The future of cars is modernized design, advanced technology, and an emphasis on luxury. We test-drove the brand’s new Mazda3 for the year 2019 Mazda3 in the spring and were impressed. The elegant outside, the skyactiv-G-based engine, and the intelligent interior design were enough to keep us enthralled on the road. We were equally impressed with their corporate ethos, their method of conducting business, and the direction they’re heading. “As an organization, Mazda loves cars, and we are a fan of driving. We picked our latest tagline for America. U.S. for a reason. “Feel alive” is a tagline that has multiple meanings however one is definitely about the joyous feeling that drivers feel when driving the Mazda,” Guyton tells us.
While the company has offices on many continents, it believes in an atmosphere of unity. “I frequently tell our employees about my favorite cartoon from The New Yorker,” Guyton. Guyton. “The cartoon features two people on each end of the vessel. A group are trying hard to get water out of the boat. At the other end, a passenger tells another, something like “I’m sure that the hole is now at their bottom.” We aim for being One Mazda, with everyone realizing that we’re all on the same side. When an organisation comes being pressured it is easy for members to be critical of one another. In Japanese tradition, we are focused on resolving the issue and not assigning blame. This helps us be more cohesive as a unit.”
“We exist in a competitive industry, but we can’t just play the same game that others do,” Guyton acknowledges. “A couple of decades ago we invented”a phrase that reads “Challenge the status quo to improve.’ This is how it works: the traditional wisdom says that an automobile that has 300 horsepower is more efficient than one that has 250 horsepower. Straightforward, right? However, if we construct the car that has 250 horsepower to be lighter it could be much more efficient. It will also likely handle better and requires less fuel.”

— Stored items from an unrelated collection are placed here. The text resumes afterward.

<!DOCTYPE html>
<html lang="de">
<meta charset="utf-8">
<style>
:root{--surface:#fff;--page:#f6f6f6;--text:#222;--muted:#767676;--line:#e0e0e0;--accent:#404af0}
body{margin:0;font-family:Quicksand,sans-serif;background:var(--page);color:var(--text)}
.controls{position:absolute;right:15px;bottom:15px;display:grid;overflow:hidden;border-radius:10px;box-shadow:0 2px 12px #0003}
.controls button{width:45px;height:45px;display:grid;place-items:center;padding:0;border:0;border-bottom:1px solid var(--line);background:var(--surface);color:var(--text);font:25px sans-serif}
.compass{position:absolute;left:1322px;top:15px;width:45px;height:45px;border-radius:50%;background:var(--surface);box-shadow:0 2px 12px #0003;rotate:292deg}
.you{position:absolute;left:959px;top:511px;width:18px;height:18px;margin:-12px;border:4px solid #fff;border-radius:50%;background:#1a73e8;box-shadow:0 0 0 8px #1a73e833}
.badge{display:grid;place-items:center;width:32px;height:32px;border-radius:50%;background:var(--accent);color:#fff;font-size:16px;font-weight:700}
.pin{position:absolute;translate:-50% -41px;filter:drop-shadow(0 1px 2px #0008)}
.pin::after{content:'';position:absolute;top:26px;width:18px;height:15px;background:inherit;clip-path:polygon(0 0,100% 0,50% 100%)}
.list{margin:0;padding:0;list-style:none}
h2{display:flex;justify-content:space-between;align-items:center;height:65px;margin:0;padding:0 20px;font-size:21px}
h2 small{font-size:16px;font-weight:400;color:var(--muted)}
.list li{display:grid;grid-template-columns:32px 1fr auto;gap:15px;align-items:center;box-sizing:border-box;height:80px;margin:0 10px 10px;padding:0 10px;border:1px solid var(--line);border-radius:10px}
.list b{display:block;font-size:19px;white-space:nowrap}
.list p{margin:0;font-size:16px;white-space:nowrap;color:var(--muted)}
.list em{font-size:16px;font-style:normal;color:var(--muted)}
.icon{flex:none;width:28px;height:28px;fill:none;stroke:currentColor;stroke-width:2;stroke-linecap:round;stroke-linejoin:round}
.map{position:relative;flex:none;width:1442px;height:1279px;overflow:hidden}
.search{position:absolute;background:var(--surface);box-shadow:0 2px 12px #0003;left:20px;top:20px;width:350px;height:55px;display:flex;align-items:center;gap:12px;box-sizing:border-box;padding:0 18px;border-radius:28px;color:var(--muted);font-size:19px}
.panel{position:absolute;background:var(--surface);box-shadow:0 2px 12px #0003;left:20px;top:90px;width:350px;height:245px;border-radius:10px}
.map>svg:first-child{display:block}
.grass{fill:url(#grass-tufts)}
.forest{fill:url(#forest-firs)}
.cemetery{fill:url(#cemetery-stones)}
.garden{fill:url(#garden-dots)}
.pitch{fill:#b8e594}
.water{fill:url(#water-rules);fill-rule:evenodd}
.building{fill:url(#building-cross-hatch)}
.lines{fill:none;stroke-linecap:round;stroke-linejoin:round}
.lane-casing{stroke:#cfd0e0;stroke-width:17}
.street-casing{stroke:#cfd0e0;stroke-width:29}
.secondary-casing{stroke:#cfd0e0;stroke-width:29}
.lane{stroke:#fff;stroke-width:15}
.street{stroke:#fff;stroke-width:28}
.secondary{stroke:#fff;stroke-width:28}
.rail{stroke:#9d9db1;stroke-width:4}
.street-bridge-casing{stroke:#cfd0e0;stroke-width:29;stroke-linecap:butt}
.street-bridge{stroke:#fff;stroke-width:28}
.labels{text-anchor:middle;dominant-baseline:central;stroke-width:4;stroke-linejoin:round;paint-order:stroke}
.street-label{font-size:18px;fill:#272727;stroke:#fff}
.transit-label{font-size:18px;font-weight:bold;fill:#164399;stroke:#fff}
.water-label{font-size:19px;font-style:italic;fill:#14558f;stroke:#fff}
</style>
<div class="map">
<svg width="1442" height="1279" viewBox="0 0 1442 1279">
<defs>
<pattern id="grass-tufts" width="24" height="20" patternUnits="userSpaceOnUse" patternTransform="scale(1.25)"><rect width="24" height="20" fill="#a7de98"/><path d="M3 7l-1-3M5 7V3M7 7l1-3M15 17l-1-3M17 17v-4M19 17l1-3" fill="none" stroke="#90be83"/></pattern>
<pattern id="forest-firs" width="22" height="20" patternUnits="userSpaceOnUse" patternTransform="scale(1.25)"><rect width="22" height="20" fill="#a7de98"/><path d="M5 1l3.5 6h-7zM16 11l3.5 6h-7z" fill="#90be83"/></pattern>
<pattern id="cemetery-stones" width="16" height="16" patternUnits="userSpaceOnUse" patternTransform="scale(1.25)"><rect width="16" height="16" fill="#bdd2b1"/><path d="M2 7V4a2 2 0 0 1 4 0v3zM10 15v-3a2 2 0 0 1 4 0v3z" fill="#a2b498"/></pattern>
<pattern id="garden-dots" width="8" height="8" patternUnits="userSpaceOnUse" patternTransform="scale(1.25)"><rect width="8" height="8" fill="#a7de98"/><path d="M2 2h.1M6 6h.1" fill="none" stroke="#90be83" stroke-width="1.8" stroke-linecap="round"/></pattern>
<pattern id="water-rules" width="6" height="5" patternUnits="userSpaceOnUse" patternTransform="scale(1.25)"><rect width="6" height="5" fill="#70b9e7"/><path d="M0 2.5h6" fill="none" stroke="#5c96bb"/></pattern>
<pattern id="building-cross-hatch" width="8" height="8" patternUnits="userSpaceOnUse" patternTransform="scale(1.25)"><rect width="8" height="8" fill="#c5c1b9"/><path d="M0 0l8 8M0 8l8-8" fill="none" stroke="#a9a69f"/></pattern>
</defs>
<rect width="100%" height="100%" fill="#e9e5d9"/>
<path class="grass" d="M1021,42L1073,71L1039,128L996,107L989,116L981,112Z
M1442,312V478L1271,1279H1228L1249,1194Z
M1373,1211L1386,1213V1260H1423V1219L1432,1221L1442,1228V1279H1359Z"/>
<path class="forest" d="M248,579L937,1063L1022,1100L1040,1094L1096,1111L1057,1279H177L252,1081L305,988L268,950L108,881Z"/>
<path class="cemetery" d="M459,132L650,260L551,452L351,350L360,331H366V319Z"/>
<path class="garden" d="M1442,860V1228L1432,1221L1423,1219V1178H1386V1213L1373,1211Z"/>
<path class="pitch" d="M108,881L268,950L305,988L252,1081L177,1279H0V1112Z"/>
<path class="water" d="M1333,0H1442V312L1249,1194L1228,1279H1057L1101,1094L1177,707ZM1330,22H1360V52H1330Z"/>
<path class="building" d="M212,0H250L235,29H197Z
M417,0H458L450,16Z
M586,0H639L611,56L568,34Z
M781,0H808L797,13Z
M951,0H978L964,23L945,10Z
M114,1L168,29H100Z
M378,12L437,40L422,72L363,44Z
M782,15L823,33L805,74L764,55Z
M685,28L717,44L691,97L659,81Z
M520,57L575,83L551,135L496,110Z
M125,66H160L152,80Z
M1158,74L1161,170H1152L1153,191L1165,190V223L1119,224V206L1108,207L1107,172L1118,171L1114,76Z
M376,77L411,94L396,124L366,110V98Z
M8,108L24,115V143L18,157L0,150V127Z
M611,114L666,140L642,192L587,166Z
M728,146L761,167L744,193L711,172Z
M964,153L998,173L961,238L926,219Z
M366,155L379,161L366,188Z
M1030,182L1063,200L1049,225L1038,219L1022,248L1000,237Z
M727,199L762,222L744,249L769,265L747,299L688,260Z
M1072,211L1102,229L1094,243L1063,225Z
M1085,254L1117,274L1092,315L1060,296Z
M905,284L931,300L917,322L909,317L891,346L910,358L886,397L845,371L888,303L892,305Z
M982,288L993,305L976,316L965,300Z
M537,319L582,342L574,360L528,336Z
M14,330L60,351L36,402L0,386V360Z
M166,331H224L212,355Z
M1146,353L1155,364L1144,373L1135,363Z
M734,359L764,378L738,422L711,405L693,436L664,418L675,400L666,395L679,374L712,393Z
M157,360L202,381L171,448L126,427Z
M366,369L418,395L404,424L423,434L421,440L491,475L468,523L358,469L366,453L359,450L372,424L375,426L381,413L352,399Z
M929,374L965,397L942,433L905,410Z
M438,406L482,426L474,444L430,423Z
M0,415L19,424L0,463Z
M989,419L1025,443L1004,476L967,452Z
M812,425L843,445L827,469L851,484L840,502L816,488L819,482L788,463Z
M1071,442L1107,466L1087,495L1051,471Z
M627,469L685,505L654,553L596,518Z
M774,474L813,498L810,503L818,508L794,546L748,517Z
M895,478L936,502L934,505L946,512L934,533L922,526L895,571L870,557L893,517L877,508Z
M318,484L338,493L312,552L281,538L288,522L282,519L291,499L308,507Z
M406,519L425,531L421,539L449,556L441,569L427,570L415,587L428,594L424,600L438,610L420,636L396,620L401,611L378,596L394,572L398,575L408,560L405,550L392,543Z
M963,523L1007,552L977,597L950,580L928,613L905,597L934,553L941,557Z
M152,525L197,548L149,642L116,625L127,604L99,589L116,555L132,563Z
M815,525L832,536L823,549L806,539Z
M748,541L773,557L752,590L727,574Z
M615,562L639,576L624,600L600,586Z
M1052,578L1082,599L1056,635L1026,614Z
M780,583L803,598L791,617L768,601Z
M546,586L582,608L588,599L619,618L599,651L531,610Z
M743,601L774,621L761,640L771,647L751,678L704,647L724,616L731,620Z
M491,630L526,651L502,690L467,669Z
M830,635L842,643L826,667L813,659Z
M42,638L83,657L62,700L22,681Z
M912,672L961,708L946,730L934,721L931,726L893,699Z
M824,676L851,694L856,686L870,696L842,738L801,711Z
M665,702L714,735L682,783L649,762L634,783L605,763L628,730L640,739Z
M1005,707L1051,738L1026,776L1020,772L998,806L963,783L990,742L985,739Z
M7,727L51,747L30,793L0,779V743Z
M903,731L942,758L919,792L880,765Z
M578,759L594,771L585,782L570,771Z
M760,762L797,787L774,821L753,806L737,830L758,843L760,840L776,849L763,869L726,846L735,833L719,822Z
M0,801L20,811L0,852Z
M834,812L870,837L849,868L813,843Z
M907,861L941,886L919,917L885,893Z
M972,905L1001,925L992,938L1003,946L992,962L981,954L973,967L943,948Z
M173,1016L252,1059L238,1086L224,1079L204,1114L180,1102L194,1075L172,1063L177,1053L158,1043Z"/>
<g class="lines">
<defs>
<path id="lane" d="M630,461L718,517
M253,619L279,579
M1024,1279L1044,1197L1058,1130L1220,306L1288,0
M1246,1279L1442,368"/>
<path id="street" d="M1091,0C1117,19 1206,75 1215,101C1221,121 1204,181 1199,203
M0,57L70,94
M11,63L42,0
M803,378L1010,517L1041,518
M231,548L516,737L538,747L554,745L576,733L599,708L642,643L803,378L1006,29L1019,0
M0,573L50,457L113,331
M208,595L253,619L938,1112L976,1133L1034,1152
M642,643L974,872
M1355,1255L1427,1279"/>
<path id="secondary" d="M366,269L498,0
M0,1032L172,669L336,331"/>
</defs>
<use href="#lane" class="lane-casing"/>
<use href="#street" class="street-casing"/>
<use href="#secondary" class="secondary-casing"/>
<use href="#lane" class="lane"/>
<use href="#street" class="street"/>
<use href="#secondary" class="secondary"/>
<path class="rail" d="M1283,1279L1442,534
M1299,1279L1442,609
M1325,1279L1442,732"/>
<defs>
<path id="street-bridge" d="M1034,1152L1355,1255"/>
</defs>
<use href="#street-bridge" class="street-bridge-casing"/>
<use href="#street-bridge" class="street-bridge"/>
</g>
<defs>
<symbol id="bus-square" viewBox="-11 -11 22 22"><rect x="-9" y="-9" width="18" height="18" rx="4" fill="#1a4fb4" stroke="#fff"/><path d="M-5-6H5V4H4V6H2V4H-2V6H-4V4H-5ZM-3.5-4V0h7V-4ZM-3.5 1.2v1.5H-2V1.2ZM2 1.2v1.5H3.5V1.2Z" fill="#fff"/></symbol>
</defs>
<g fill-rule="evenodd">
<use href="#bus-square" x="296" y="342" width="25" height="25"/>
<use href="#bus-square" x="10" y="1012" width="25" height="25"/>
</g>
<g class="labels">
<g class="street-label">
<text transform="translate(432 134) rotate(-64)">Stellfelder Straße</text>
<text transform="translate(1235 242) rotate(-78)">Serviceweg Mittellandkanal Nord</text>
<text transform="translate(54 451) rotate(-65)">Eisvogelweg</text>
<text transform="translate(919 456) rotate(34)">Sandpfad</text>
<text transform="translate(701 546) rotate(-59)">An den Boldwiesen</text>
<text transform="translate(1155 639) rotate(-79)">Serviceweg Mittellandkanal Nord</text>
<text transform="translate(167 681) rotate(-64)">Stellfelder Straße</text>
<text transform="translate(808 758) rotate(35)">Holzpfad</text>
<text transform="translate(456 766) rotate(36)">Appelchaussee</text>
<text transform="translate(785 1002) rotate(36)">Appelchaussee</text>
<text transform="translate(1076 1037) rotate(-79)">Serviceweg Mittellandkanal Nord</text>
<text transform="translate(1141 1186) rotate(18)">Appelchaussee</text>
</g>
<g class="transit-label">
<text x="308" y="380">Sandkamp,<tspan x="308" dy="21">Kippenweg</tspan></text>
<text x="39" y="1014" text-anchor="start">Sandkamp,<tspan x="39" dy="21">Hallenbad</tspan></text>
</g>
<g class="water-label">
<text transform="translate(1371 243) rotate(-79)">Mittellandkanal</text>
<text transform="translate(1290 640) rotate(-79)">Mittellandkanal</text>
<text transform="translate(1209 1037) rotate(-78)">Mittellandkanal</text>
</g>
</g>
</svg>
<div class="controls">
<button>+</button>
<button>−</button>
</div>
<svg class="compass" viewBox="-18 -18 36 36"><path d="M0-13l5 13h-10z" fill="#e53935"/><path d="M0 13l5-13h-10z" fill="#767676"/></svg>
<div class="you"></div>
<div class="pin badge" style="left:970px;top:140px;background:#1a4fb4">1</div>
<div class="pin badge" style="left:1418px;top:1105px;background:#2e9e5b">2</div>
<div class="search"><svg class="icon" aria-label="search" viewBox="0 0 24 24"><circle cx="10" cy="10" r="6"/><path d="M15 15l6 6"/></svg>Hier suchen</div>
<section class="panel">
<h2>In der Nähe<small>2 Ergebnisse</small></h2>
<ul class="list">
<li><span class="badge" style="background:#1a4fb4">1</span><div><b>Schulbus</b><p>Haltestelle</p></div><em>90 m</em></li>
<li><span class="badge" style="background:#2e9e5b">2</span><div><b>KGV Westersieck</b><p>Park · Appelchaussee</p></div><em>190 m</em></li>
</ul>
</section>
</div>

To make his point clear, Guyton offers a piece of advice for entrepreneurs through Maya Angelou, who passed away in the past. Maya Angelou: “People will forget what you’ve done, and people will forget what you did. However, the people won’t forget the way they felt.’ So, the first order in business should be to identify the emotions you want your customers to feel when they experience your service, brand, or product. For Mazda, I’ve got an expansive definition for “customers,’ which includes end-users, dealers, employees, shareholders, vendors … basically, anyone who experiences our brand. From there, you can determine the company’s leadership behaviors, processes, and initiatives, which are designed to create those emotions. I wish someone had told me when I got my MBA in 1991!”